俺は光ファイバー! の子単独インタビュー

曲が書ける健康的なリア充になりたい

の子

──個人的にはの子さんには楽しい日々を過ごしていてほしいと思うんですが、その一方で、の子さんが悩んで、つらい思いをしてるおかげでいい曲ができるという面もあるかと思うんです。の子さんの苦悩がバンドにとっての原動力になっている部分はありますか?

なってます。確実になってますね。やっぱり、そういう人間だからこそバンドやろう、曲作ろうってなったんだと思います。つらい気持ちをどう吐き出すかってことで。子守唄じゃないですけど、自分のために歌ってるっていう。

──じゃあもし今、の子さんがリア充になって、健康的な悩みのない生活を送れるとしたらどうします? それを望みますか?

健康的で悩みのない生活ですか? 望みますね。

──でもそうしたら曲が作れなくなるかもしれない。

そうですね。作れなくなると思います。「曲を書こう」という感情がなくなると思います。そんときはそれでショックを受けると思います。うーん、そうですね。やっぱ曲書けなくなったらイヤですわ。曲が書ける健康的なリア充になりたいです(笑)。

──難しそうですね(笑)。そもそも、の子さんを悩ませているものってなんなんでしょうか?

パッと浮かぶのは、……真面目さ?

──どういうことですか?

ライブの前とか配信するときとか「ぐわー!」ってなっちゃって。monoくん(Key)にはよく「真面目だからだ」「バカになれよ」って言われる。

──何も考えてなければ悩む必要もないですからね。

だから僕はmonoくんみたいなバカが近くにいて、すごく良かったと思ってます。「そっか、俺もバカになっていいんだ」って思えるから。でもそうなってしまったら曲書けないんですけど。配信中にペラペラしゃべってる自分なんて正直バカだとしか思いません。僕は逃げてるんですね、本当の自分を見せることから。

学校生活への憎悪はある程度吐き出してしまった

──の子さんが抱えている苦悩の質は、かまってちゃんを始めてから変わりましたか?

そうですね。そこは多分曲に表れてると思います。初期は学校に対する恨みつらみがものすごく自分にとってリアルだったんで、それをまず吐き出そうって思ってました。自分の人生で学校生活というものに勝る憎悪はなかったです。

──確かに、学校生活に対する憎悪はインディーズ時代の2枚、「友だちを殺してまで。」と「夕方のピアノ」に色濃く出ていましたよね。その憎悪を「つまんね」と「みんな死ね」である程度吐き出しきって、それ以降、の子さんの歌のテーマや世界観はだんだんと変化してきているような気がするんですが。

の子

そうなんですよ。
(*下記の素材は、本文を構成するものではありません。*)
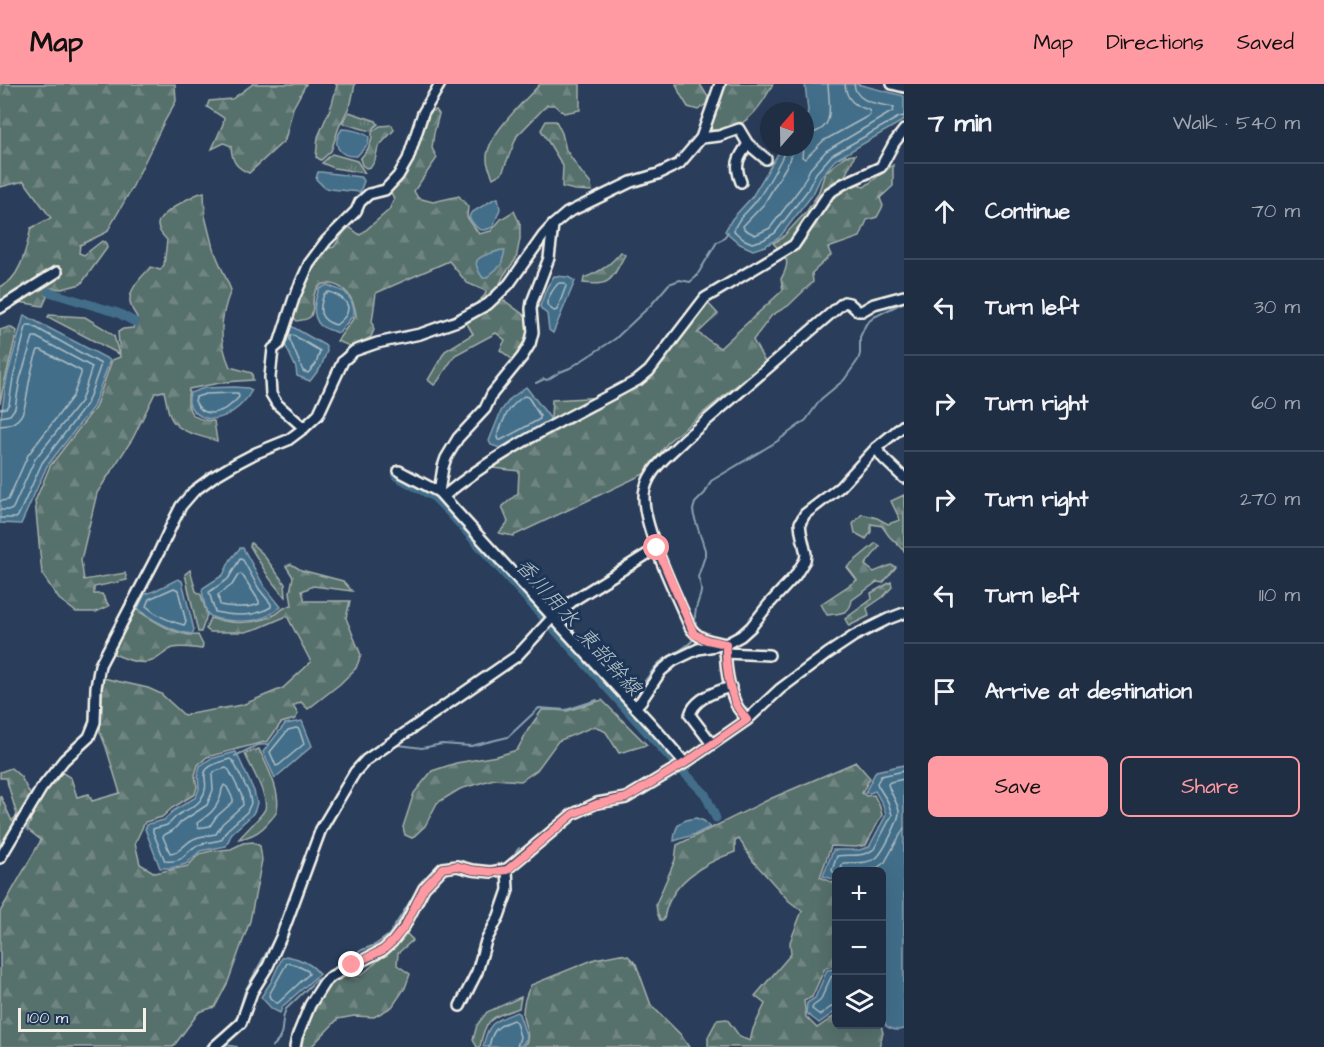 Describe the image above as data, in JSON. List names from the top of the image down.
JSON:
{
  "water": ["香川用水 東部幹線"],
  "scale_bar": "100 m",
  "north": "top",
  "page": {
    "header": "Map",
    "nav": ["Map", "Directions", "Saved"],
    "heading": ["7 min", "Walk · 540 m"],
    "list": [
      ["Continue", "70 m"],
      ["Turn left", "30 m"],
      ["Turn right", "60 m"],
      ["Turn right", "270 m"],
      ["Turn left", "110 m"],
      "Arrive at destination"
    ],
    "buttons": ["Save", "Share"],
    "map_buttons": ["+", "−"],
    "scale": "100 m"
  }
} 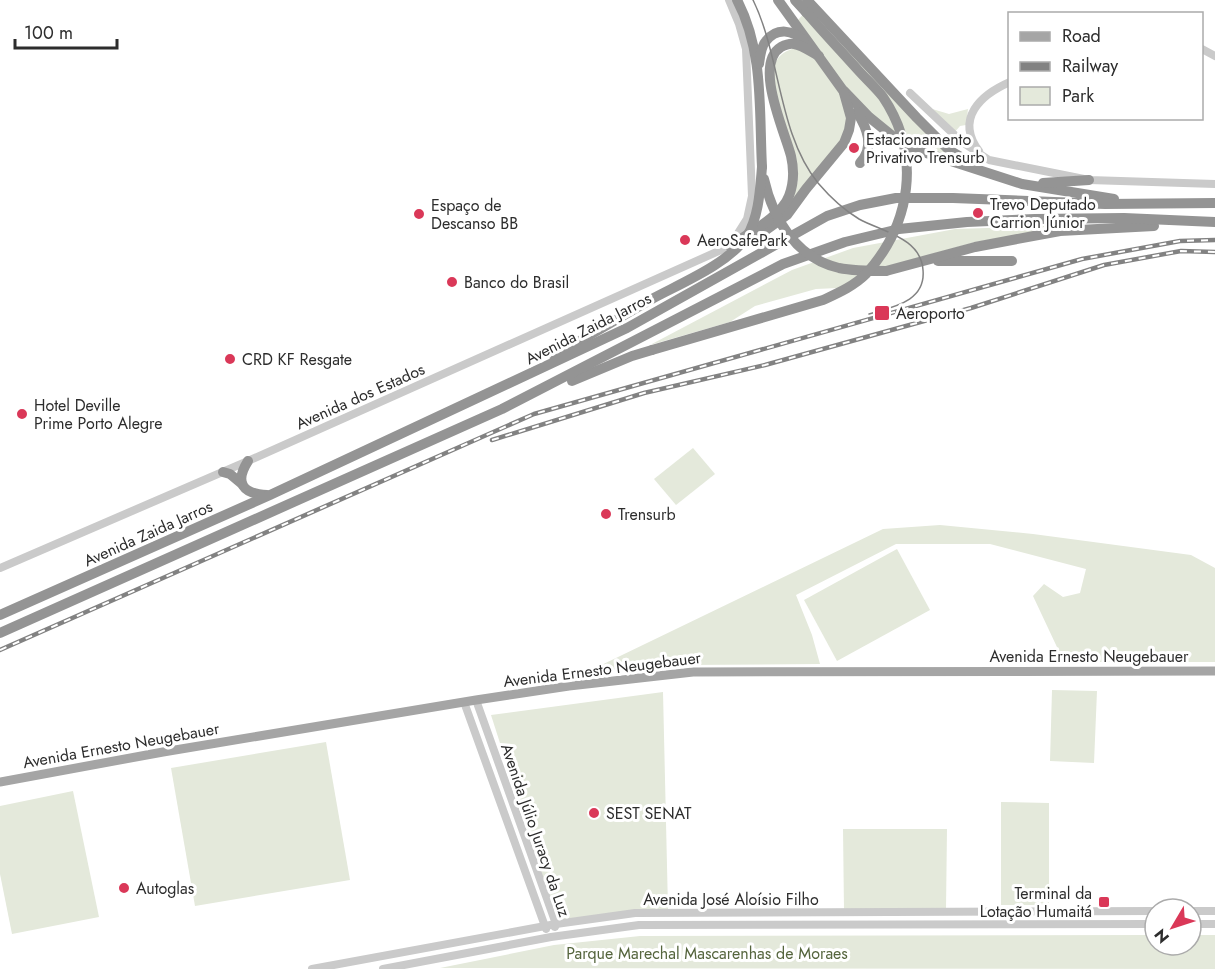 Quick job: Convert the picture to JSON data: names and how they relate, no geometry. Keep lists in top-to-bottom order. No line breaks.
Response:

まあ端的に言ったら変わってきてると思います。世界観は変わってないと僕は思うんですけど、テーマは確かに変わってきてます。やっぱり昔はもっとドロドロしてたんで。

──今回のアルバムはあんまりドロドロしていない?

そうですね、全体的に。

──それは今回このアルバムがたまたまポップな作品になったということですか? それともの子さん自身の本質的な変化なんでしょうか?

うーん、変わったって言い切りたくはないですね、僕は。なぜかというとやはりドロドロしてたいという気持ちがあるんで。だけど現実問題、変わってしまった部分は確かにあるかもしれません。僕としてはドロドロとポップさを混ぜ合わせた感じがいいんですけど。それをいい塩梅で残したいです。
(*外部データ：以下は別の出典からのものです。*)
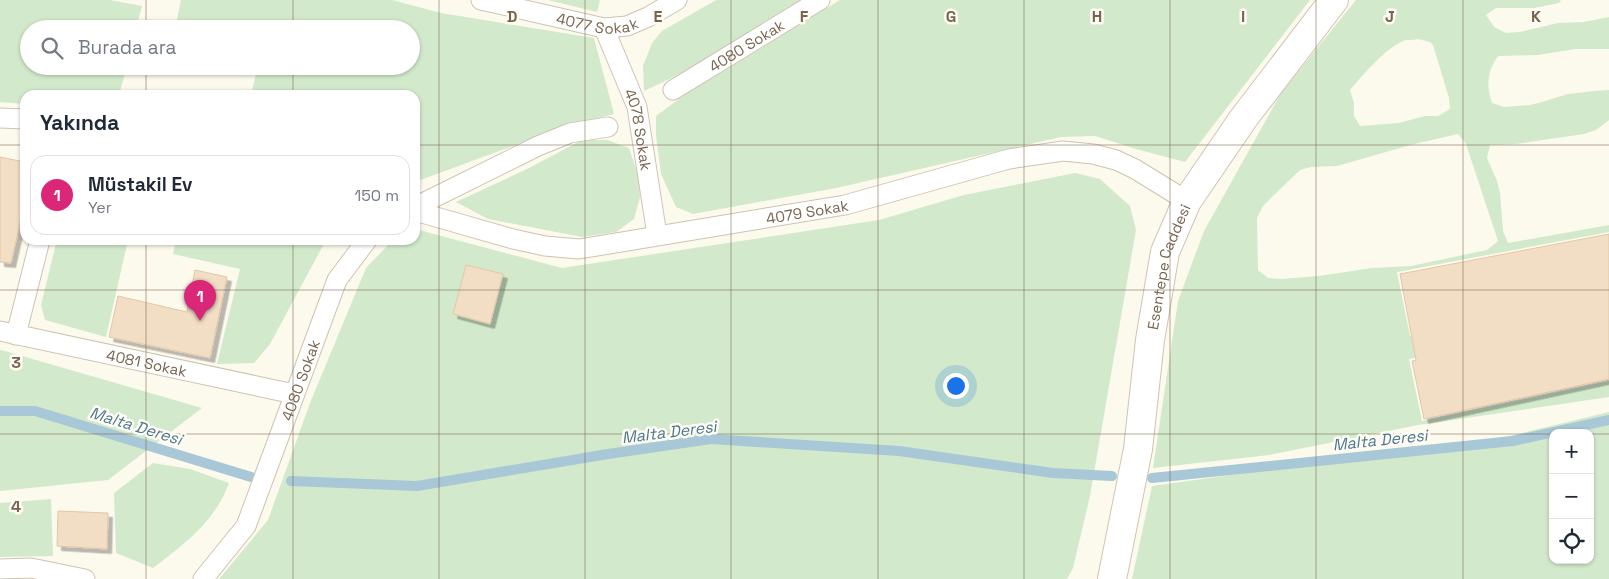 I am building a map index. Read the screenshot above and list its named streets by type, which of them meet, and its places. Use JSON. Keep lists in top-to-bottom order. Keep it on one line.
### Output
{"streets":{"main road":["Esentepe Caddesi"],"lane":["4077 Sokak","4080 Sokak","4078 Sokak","4079 Sokak","4081 Sokak"]},"crossings":[["4077 Sokak","4078 Sokak"],["4080 Sokak","4081 Sokak"],["4078 Sokak","4079 Sokak"],["4079 Sokak","Esentepe Caddesi"]],"water":["Malta Deresi"],"page":{"search":"Burada ara","heading":"Yakında","list":[{"mark":"1","name":"Müstakil Ev","note":"Yer","value":"150 m"}],"pins":"1","map_buttons":["+","−"]},"grid":{"columns":["D","E","F","G","H","I","J","K"],"rows":["3","4"]}}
──ドロドロした面もかまってちゃんの魅力のひとつだから、そこが失われてしまったんだとしたら惜しいという気持ちはありますけどね。

あ、マジですか。でもそれはあるでしょうね。実際僕も自分が好きだったバンドが、メジャーに行ってしまってからドロドロしなくなったみたいなことありますし。だからそういう見方されるのはわかりますわ。

──実際のところはどうなんですか? ドロドロした部分はもう失われてしまった?

確かに、そこまでドロドロする機会が少なくなったっていうのはありますね。メジャー活動で、ツアーとかでそんなドロドロしたライブできないんで。でもドロドロしてたいですね。ドロドロしなくちゃな。リストカットでもしようかな(笑)。まあ、そういうふうに思われるのはわかります。でも俺は俺の進むべき道を歩んでるし、俺は俺なんだ、って感じです。
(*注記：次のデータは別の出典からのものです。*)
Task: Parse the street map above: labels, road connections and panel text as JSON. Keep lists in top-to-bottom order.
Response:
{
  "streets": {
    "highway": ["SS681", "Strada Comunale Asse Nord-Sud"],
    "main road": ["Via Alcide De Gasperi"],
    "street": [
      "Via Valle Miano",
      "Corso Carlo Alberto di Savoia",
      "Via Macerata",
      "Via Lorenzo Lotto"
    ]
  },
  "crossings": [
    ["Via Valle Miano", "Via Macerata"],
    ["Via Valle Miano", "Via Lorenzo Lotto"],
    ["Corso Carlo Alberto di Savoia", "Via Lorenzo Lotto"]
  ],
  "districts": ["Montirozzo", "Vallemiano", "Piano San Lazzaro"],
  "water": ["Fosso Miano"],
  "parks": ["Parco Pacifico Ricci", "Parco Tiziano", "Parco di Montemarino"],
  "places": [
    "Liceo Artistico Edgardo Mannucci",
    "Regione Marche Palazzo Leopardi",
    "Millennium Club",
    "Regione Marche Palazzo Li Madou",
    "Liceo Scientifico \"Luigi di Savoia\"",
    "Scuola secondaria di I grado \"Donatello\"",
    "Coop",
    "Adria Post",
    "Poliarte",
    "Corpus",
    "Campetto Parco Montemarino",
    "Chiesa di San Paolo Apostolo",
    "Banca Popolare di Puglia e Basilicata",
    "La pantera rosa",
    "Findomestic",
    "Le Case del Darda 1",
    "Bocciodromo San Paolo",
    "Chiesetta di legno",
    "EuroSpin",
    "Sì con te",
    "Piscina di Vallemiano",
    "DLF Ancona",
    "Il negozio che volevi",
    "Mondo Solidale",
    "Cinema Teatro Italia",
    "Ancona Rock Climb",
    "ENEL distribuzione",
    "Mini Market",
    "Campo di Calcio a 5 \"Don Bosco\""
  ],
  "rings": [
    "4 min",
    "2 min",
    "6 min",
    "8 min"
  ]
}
──いつまでも“非リア充の代弁者”みたいに言われ続けるのはイヤだと。

そんなんハナから思ってないですから(笑)。俺は自分のために歌ってるんだ。知るか馬鹿野郎!ってことです。変化しないのが一番嫌いだし、みんなが思ってるとおりになるのは気持ち悪い。だからそういったもんは裏切ってやりたい。ひねくれてるだけなのかもしれないですけど。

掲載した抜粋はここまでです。